For a politician or a journalist, there was a time when citing the classics — as long as it wasn’t done in a pedantic or pompous manner — was a mark of wisdom and experience. If a candidate or reporter does it today, there’s a good chance they’ll be trolled and ridiculed for high-handed pretension. Cue Donald Trump shouting, “Loser!”

But in April 1968, there stood presidential candidate Bobby Kennedy, speaking to an inner city crowd at the corner of 17th and Broadway in Indianapolis. He had just told them the horrific news that Martin Luther King, Jr., had been assassinated. People fell to the ground in shock and despair, others angrily shouted for violence and revenge.

Billionaire businessman and Republican presidential candidate Donald Trump.

Billionaire businessman and Republican presidential candidate Donald Trump.

Kennedy calmed the spectators.
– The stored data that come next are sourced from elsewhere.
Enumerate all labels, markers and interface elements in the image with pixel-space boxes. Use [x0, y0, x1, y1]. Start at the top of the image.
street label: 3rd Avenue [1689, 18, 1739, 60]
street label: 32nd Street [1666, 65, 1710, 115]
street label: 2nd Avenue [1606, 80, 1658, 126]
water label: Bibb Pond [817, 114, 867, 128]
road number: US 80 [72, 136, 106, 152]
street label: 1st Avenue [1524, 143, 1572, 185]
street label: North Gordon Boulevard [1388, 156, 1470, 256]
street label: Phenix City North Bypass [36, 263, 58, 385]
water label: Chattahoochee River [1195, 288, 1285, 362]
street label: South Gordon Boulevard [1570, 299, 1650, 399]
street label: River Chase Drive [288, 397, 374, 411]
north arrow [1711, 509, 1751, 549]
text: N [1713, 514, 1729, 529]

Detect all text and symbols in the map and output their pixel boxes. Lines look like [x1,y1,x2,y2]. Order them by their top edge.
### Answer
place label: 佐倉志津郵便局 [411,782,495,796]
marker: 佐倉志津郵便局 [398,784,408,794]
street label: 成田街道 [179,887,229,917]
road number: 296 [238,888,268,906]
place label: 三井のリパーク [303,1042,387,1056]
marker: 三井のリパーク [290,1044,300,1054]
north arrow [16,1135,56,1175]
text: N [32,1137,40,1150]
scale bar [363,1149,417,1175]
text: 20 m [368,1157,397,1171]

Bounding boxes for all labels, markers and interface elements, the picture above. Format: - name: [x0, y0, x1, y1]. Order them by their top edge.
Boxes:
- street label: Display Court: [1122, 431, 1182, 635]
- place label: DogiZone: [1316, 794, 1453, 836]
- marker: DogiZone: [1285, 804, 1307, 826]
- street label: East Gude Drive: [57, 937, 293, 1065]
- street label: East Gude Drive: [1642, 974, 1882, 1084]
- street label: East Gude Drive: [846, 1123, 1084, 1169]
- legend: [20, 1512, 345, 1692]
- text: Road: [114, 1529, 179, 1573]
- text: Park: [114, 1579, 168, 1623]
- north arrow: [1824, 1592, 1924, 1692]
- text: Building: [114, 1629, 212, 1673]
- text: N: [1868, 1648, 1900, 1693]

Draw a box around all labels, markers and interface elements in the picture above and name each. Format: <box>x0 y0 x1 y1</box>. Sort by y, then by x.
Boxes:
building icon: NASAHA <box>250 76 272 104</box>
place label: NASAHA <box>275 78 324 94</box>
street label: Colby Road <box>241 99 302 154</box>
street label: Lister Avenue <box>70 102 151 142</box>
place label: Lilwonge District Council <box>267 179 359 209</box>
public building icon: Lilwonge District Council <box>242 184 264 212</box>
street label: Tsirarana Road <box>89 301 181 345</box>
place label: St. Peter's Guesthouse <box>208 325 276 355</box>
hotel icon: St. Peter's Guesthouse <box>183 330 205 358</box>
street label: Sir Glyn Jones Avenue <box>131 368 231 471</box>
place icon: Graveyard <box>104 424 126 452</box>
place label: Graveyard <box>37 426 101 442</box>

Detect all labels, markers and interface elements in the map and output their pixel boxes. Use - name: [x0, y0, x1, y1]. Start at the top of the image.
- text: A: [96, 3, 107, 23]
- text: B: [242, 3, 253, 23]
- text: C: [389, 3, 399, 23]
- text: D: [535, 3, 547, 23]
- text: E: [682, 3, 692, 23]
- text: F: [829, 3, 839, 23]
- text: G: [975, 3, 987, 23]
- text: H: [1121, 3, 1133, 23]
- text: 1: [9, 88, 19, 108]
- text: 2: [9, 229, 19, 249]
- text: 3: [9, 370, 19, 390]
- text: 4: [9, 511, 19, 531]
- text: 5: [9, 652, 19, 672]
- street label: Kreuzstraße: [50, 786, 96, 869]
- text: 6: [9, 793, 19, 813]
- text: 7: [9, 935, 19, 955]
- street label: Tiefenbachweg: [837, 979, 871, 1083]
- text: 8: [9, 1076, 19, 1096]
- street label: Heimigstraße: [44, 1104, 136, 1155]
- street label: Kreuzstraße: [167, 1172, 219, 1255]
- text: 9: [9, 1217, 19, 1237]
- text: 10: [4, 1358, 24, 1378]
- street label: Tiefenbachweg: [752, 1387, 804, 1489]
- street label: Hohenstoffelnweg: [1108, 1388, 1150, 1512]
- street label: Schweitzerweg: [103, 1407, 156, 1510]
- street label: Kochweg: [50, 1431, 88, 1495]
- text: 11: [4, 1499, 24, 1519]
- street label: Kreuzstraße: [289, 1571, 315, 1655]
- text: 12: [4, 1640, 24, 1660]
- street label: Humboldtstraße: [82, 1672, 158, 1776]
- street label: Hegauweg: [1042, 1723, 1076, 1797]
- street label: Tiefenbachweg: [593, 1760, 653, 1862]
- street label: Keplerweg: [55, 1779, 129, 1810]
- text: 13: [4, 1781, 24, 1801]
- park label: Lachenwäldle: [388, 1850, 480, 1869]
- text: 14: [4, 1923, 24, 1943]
He spoke — without notes — for nearly five minutes. “What we need in the United States is not division,” he said. “What we need in the United States is not hatred; what we need in the United States is not violence and lawlessness, but is love, and wisdom, and compassion toward one another, and a feeling of justice toward those who still suffer within our country, whether they be white or whether they be black.”

He quoted Aeschylus, the poet and dramatist of ancient Greece:

Even in our sleep, pain which cannot forget

falls drop by drop upon the heart,

until, in our own despair,

against our will,

comes wisdom

through the awful grace of God.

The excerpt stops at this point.